Activity —
Should the word "dasharray" occur in a line of the records, copy that line.

Stored data —
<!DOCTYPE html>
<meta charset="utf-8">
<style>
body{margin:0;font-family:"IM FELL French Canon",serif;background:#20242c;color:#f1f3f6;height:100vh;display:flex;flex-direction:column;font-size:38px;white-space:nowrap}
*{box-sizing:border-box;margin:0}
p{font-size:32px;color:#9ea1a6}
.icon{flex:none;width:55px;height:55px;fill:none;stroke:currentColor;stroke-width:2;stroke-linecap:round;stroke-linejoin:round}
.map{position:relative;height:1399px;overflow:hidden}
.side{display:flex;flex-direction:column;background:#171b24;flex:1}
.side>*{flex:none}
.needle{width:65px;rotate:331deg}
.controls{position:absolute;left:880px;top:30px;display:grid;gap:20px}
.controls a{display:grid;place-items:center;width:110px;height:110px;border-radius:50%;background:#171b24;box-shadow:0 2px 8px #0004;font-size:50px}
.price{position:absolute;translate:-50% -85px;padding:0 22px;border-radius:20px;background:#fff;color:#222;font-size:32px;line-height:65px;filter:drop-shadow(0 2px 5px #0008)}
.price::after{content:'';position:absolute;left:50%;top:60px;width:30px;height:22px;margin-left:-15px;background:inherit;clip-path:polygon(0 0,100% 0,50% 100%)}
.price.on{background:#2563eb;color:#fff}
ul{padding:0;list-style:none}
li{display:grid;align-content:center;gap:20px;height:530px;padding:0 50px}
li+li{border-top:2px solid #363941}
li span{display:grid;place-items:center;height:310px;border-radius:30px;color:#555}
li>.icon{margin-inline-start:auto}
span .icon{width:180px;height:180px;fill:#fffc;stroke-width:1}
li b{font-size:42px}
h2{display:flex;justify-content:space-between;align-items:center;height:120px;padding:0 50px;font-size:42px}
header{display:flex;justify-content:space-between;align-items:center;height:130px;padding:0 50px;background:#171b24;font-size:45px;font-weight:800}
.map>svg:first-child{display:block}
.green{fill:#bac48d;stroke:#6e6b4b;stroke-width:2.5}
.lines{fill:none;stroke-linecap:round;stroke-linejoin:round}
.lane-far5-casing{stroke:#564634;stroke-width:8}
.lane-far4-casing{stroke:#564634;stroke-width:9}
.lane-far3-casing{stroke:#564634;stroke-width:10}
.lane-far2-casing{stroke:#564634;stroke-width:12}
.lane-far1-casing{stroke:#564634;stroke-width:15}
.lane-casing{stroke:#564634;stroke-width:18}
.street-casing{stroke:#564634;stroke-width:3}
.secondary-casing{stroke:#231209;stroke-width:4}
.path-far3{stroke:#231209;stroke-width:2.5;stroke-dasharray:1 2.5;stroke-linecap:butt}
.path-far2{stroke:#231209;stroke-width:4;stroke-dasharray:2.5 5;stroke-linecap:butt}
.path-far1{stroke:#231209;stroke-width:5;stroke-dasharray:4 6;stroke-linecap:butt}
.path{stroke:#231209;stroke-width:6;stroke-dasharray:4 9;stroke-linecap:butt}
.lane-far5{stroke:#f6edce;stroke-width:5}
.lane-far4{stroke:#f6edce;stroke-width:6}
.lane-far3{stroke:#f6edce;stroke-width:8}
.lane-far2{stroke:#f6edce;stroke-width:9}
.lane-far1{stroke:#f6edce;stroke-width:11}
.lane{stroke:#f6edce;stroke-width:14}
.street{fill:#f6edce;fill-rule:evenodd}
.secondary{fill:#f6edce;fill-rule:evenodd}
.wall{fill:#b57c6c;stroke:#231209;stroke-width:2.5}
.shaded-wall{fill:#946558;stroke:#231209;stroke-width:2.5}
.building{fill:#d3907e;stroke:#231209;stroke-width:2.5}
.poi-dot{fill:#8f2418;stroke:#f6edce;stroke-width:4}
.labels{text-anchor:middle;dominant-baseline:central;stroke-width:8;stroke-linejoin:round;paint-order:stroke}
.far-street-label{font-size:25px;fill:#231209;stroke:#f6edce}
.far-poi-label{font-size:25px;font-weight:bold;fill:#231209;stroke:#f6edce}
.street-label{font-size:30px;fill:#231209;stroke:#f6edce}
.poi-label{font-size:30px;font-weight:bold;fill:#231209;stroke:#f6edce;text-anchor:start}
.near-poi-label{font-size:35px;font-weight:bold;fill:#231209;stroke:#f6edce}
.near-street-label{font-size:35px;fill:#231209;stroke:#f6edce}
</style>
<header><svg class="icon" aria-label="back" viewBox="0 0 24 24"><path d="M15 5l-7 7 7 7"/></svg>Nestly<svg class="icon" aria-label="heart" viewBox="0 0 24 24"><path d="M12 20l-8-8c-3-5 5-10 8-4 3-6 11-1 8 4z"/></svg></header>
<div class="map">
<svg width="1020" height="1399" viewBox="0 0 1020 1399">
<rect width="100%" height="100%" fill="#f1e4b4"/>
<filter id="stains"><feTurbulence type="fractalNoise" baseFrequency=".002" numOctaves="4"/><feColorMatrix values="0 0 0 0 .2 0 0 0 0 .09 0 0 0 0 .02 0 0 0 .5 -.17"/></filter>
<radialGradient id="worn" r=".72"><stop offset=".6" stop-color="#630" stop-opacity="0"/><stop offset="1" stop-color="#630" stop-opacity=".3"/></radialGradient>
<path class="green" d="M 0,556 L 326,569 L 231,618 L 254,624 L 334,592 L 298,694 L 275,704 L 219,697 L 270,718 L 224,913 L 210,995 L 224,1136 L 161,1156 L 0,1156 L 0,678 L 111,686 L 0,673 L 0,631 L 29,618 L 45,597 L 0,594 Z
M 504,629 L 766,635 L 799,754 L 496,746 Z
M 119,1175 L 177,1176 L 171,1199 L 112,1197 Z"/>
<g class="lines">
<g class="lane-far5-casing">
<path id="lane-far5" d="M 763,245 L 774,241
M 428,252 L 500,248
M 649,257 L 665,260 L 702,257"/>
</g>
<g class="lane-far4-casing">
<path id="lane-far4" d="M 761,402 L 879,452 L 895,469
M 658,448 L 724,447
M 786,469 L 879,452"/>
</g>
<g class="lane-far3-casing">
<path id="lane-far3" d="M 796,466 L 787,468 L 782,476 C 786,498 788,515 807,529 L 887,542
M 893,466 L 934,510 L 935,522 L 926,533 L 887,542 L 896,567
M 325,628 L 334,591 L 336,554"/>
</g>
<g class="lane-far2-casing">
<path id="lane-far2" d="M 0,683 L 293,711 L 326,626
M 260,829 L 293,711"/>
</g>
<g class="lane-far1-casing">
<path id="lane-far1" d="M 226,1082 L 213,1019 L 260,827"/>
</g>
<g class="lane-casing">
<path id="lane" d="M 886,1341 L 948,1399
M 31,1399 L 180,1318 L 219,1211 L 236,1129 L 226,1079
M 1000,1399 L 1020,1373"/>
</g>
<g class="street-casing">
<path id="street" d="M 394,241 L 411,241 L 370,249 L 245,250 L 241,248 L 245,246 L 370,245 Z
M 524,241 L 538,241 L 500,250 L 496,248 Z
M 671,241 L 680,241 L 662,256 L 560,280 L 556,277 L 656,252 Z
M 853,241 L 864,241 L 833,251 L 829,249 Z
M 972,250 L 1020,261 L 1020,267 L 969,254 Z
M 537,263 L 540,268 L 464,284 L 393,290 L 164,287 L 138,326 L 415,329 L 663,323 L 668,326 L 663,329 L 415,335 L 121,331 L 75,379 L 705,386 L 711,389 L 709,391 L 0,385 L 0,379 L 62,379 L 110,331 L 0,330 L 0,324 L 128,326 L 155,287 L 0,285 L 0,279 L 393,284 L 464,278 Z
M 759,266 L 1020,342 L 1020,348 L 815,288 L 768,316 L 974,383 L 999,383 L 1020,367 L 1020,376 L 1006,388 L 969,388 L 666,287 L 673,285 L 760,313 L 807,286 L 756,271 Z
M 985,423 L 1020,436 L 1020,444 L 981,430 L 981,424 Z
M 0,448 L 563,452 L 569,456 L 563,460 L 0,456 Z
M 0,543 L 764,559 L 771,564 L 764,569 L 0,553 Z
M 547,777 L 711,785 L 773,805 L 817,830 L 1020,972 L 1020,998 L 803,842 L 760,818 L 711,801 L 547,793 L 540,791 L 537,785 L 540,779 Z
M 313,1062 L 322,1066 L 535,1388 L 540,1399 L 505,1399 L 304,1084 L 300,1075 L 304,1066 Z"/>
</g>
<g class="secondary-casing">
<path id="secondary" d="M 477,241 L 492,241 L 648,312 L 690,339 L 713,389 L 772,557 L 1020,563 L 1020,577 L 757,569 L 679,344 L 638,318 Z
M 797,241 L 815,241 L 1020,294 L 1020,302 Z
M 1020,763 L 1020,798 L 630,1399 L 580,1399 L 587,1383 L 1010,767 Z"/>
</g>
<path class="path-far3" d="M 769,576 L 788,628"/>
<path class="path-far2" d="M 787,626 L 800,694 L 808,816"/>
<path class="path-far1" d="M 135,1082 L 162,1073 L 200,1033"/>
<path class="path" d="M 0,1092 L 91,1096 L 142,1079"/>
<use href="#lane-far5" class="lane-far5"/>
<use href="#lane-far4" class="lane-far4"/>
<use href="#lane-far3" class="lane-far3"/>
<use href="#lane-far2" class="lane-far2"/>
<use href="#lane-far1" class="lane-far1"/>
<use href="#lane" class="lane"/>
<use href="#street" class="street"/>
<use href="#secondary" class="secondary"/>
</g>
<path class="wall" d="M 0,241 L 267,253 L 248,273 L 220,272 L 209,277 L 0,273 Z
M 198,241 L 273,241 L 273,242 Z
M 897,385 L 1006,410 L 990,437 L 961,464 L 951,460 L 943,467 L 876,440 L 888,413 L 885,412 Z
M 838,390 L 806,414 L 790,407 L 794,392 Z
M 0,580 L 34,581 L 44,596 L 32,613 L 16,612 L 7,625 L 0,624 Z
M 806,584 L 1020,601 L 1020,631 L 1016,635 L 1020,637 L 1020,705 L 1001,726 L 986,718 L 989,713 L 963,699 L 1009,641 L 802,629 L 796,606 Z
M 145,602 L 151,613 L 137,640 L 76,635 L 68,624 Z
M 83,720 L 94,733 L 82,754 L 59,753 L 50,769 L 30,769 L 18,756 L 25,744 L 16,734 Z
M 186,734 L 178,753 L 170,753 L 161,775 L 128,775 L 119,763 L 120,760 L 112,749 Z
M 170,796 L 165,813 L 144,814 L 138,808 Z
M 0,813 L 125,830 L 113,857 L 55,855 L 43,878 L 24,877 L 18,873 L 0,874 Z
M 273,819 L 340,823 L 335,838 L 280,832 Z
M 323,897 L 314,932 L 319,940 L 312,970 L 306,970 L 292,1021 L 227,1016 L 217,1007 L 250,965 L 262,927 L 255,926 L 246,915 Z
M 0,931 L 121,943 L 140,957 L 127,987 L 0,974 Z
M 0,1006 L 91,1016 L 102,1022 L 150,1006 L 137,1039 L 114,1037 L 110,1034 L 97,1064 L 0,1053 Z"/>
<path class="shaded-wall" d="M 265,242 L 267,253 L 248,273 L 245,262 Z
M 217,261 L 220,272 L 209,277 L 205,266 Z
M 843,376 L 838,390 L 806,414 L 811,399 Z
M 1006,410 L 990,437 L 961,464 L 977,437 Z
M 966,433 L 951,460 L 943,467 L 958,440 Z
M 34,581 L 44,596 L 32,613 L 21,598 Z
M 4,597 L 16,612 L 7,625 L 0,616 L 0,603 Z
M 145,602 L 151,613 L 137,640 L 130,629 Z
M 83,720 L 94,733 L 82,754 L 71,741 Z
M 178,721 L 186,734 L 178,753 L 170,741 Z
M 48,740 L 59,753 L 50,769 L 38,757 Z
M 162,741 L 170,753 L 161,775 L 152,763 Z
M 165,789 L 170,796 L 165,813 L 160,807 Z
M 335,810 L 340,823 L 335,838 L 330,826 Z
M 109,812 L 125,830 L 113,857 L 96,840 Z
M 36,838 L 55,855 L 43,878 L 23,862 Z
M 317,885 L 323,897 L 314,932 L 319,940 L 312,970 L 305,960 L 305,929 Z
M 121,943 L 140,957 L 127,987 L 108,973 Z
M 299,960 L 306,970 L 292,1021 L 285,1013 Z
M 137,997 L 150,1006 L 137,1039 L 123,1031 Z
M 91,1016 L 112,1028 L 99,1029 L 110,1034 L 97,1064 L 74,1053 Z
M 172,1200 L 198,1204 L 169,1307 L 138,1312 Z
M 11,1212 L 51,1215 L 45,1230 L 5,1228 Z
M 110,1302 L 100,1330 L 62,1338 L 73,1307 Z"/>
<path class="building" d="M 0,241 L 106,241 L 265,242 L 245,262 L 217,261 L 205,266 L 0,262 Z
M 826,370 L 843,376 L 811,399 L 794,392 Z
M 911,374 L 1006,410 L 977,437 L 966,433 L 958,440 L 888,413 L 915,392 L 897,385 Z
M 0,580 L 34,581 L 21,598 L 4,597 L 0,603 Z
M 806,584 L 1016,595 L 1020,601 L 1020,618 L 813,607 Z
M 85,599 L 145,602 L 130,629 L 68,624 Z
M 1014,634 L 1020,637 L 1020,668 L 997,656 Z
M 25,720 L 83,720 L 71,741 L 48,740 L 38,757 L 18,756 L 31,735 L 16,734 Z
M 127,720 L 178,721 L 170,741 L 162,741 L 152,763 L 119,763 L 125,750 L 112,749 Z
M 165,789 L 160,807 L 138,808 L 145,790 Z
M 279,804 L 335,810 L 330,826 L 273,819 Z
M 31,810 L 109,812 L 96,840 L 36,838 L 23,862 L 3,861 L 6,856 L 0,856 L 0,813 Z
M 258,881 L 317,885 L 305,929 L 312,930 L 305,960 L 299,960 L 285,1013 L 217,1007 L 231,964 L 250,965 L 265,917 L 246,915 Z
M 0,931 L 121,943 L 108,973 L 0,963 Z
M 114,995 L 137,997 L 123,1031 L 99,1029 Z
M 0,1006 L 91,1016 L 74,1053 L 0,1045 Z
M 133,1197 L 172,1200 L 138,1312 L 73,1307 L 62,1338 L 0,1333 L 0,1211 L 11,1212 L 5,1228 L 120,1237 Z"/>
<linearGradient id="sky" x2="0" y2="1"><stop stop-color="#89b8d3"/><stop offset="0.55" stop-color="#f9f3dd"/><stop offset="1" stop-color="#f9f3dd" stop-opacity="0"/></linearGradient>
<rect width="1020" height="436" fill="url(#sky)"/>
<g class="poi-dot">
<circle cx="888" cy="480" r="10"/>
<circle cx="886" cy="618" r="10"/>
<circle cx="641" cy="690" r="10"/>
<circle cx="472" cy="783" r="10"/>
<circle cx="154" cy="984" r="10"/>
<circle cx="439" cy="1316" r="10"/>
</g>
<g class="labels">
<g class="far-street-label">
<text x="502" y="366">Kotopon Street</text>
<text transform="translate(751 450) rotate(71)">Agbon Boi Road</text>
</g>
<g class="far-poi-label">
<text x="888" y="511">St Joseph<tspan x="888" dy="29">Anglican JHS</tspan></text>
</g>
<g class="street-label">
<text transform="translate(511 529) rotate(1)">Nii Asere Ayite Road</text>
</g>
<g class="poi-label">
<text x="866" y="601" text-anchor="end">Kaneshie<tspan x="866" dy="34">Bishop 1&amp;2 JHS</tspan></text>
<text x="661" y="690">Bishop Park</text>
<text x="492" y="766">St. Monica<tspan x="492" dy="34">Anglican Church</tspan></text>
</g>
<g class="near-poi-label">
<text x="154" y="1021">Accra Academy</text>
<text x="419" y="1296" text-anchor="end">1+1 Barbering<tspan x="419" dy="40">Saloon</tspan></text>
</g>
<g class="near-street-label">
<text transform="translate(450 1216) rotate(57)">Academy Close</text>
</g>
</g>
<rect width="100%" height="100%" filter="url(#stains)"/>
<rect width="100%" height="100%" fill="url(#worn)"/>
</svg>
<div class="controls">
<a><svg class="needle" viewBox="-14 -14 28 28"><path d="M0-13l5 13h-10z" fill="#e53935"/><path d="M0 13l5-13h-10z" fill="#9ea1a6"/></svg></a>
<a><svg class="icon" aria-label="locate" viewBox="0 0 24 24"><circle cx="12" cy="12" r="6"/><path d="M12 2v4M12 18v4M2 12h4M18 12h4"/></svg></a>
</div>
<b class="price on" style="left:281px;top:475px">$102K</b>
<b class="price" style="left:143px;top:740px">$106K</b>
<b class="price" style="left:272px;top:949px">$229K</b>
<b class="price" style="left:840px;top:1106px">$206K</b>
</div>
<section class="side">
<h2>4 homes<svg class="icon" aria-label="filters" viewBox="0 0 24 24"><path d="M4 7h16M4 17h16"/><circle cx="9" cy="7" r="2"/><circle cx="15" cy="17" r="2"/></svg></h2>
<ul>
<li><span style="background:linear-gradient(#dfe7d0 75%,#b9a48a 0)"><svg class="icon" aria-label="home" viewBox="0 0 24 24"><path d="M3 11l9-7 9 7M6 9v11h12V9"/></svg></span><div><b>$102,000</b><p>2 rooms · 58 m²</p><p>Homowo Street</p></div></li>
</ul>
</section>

Result of the exercise —
.path-far3{stroke:#231209;stroke-width:2.5;stroke-dasharray:1 2.5;stroke-linecap:butt}
.path-far2{stroke:#231209;stroke-width:4;stroke-dasharray:2.5 5;stroke-linecap:butt}
.path-far1{stroke:#231209;stroke-width:5;stroke-dasharray:4 6;stroke-linecap:butt}
.path{stroke:#231209;stroke-width:6;stroke-dasharray:4 9;stroke-linecap:butt}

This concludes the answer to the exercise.